Action item »
Go through the entries one line at a time, and gather every line that has the word "small".
┄┄┄┄┄┄┄┄┄┄┄┄┄┄┄┄┄┄┄┄
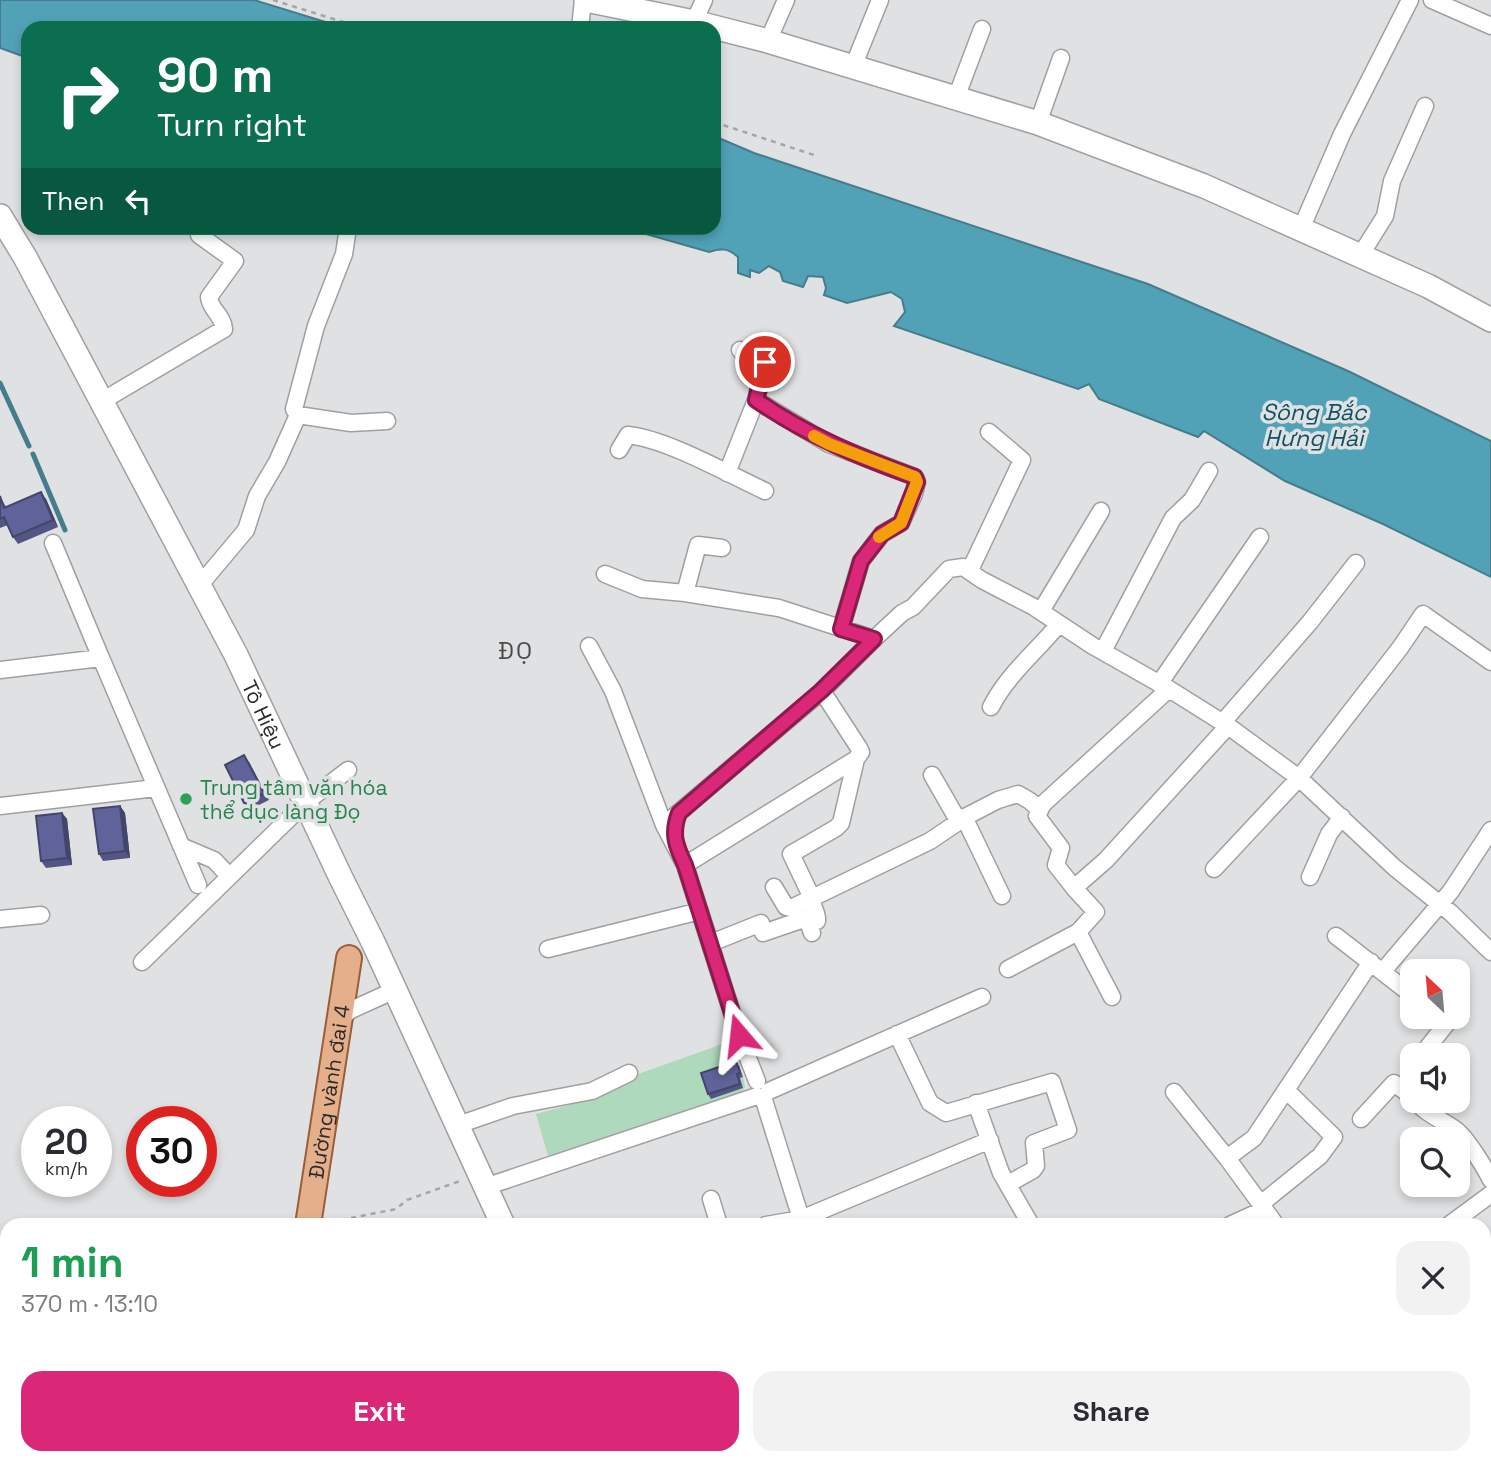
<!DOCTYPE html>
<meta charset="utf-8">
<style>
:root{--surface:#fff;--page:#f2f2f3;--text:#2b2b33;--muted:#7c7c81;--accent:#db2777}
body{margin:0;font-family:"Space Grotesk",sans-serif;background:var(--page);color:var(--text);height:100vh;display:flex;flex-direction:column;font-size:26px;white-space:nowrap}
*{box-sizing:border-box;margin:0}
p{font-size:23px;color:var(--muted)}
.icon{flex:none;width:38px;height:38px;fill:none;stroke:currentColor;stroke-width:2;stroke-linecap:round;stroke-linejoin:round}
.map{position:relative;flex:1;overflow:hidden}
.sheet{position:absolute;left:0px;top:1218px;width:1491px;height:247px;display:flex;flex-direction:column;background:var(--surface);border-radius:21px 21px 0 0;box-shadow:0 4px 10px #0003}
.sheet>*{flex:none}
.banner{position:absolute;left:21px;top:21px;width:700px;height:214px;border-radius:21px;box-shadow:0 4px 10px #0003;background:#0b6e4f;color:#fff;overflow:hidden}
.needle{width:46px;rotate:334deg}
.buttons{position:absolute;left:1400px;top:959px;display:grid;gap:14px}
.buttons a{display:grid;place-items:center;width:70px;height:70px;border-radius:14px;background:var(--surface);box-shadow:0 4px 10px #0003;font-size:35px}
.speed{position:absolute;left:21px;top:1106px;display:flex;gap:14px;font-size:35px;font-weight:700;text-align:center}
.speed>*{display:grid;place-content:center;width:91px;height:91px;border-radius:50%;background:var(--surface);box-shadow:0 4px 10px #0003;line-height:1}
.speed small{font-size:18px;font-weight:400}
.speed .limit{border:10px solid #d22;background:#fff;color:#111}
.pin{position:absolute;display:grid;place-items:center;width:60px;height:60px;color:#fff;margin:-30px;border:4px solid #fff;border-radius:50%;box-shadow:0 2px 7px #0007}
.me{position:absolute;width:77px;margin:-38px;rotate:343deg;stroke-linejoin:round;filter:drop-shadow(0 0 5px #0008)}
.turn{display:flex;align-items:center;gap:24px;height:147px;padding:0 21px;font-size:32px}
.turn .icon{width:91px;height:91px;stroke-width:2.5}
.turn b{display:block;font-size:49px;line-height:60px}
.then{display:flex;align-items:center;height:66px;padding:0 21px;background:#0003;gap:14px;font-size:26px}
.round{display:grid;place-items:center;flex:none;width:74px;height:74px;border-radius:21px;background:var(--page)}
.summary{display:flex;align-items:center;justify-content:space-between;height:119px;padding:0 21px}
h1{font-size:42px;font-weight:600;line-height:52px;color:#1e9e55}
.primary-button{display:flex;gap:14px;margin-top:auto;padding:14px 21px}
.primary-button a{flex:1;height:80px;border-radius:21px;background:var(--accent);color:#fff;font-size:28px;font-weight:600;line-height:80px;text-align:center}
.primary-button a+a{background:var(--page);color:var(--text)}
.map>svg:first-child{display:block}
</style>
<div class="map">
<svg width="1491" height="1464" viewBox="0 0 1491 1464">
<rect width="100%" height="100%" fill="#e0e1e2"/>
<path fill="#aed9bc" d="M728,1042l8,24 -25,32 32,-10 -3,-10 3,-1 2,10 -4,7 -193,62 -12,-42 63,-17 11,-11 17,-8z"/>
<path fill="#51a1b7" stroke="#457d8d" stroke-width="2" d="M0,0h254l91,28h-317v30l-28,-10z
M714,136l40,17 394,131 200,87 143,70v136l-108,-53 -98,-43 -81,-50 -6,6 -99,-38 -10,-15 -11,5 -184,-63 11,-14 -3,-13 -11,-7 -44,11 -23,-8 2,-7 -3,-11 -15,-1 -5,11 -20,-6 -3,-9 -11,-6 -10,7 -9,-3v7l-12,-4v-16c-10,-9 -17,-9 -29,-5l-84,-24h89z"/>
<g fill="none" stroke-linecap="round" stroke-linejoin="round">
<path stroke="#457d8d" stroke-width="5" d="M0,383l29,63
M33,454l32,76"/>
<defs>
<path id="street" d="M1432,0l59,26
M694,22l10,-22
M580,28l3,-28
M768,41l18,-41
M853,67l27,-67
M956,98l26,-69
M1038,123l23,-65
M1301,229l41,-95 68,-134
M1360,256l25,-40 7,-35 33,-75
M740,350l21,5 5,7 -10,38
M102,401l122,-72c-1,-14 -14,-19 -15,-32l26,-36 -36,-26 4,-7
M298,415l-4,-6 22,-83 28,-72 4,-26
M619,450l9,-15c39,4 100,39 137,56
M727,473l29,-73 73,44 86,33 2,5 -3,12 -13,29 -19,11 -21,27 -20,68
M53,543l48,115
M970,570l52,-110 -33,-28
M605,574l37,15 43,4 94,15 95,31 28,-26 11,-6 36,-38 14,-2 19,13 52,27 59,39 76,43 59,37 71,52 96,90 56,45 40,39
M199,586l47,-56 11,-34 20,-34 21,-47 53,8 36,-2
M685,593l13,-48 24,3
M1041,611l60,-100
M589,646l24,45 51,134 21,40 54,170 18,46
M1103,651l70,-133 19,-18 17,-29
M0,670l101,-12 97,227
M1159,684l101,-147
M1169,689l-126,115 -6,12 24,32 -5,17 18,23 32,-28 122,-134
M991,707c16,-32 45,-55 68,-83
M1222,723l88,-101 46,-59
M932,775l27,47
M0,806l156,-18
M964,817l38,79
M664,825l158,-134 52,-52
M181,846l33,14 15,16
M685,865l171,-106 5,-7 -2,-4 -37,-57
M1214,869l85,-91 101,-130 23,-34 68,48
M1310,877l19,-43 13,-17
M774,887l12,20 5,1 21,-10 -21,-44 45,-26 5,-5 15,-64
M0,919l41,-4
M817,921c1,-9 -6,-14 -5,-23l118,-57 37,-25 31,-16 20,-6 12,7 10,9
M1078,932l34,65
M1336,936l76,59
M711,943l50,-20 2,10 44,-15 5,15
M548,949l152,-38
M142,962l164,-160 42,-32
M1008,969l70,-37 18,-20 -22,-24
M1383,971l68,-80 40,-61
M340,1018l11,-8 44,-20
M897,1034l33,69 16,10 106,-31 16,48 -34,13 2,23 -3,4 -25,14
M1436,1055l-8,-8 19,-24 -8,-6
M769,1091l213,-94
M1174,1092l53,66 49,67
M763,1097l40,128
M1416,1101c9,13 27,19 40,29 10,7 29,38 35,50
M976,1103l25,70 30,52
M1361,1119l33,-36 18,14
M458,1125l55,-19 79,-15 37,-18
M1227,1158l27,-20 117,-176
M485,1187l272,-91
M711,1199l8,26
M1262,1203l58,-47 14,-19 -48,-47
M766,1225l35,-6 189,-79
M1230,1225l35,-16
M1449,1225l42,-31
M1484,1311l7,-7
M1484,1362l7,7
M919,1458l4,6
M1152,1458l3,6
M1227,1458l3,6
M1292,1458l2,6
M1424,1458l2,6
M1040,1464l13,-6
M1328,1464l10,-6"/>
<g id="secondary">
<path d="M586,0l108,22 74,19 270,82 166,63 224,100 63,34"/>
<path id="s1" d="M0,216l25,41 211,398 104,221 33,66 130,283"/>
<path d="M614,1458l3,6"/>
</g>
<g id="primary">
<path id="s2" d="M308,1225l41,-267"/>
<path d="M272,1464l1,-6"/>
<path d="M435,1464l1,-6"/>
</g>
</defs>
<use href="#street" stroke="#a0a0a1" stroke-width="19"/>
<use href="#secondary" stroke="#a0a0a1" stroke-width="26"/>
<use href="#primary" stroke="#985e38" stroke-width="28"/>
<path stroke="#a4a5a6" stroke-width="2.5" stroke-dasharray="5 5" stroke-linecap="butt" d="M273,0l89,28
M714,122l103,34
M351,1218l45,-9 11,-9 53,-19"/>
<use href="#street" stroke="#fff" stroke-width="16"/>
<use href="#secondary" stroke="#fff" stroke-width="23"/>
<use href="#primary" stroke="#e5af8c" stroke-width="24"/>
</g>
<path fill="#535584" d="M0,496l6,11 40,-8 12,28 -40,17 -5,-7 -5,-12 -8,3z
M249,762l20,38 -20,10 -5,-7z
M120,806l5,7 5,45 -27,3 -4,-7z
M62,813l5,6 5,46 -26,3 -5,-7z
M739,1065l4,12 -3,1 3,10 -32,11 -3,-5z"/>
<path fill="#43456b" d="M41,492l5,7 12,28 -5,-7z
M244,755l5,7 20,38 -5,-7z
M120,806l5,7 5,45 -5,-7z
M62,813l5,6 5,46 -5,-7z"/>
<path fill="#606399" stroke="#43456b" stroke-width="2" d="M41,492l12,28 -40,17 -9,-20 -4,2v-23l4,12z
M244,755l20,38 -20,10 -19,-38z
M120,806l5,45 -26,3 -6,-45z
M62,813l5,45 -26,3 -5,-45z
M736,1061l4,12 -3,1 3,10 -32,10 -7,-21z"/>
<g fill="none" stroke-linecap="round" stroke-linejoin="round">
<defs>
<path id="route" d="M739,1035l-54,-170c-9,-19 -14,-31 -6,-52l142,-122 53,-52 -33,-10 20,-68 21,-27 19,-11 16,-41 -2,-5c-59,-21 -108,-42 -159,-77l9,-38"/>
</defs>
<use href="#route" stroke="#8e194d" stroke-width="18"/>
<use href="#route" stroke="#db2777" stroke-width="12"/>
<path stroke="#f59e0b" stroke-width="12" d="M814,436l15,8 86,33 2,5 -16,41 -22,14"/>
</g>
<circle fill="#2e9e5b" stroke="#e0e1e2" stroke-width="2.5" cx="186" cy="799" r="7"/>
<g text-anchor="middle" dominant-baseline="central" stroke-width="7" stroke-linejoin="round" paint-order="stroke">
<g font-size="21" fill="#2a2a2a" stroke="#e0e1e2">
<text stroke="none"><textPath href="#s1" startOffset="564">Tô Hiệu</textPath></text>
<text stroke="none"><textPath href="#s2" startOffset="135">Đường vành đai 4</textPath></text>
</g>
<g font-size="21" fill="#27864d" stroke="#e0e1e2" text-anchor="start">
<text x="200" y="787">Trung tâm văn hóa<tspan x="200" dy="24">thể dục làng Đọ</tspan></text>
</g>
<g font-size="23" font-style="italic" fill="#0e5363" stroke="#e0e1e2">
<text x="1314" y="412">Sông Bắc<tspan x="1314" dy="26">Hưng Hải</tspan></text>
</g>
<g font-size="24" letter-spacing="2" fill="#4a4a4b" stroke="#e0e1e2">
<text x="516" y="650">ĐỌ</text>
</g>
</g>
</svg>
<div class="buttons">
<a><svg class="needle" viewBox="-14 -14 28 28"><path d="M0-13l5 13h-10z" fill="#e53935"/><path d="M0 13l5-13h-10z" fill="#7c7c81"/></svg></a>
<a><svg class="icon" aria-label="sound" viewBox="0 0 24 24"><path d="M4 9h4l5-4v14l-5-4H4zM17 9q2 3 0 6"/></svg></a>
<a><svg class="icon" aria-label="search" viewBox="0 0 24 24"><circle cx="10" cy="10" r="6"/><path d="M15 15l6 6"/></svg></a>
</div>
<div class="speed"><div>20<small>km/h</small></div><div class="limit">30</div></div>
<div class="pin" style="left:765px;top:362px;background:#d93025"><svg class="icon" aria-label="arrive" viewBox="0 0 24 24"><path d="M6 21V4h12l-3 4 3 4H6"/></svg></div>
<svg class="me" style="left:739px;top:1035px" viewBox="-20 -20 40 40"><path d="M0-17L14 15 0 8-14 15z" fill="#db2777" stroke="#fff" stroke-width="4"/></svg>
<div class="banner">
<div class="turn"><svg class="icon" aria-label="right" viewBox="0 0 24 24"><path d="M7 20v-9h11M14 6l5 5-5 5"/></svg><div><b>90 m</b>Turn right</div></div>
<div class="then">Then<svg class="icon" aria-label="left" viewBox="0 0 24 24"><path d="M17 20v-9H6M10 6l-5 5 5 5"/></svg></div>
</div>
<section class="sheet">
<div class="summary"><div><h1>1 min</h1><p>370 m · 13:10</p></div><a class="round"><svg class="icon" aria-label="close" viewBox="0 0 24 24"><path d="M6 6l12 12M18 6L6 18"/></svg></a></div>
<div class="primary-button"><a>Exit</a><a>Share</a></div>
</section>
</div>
┄┄┄┄┄┄┄┄┄┄┄┄┄┄┄┄┄┄┄┄
Written response »
.speed small{font-size:18px;font-weight:400}
<div class="speed"><div>20<small>km/h</small></div><div class="limit">30</div></div>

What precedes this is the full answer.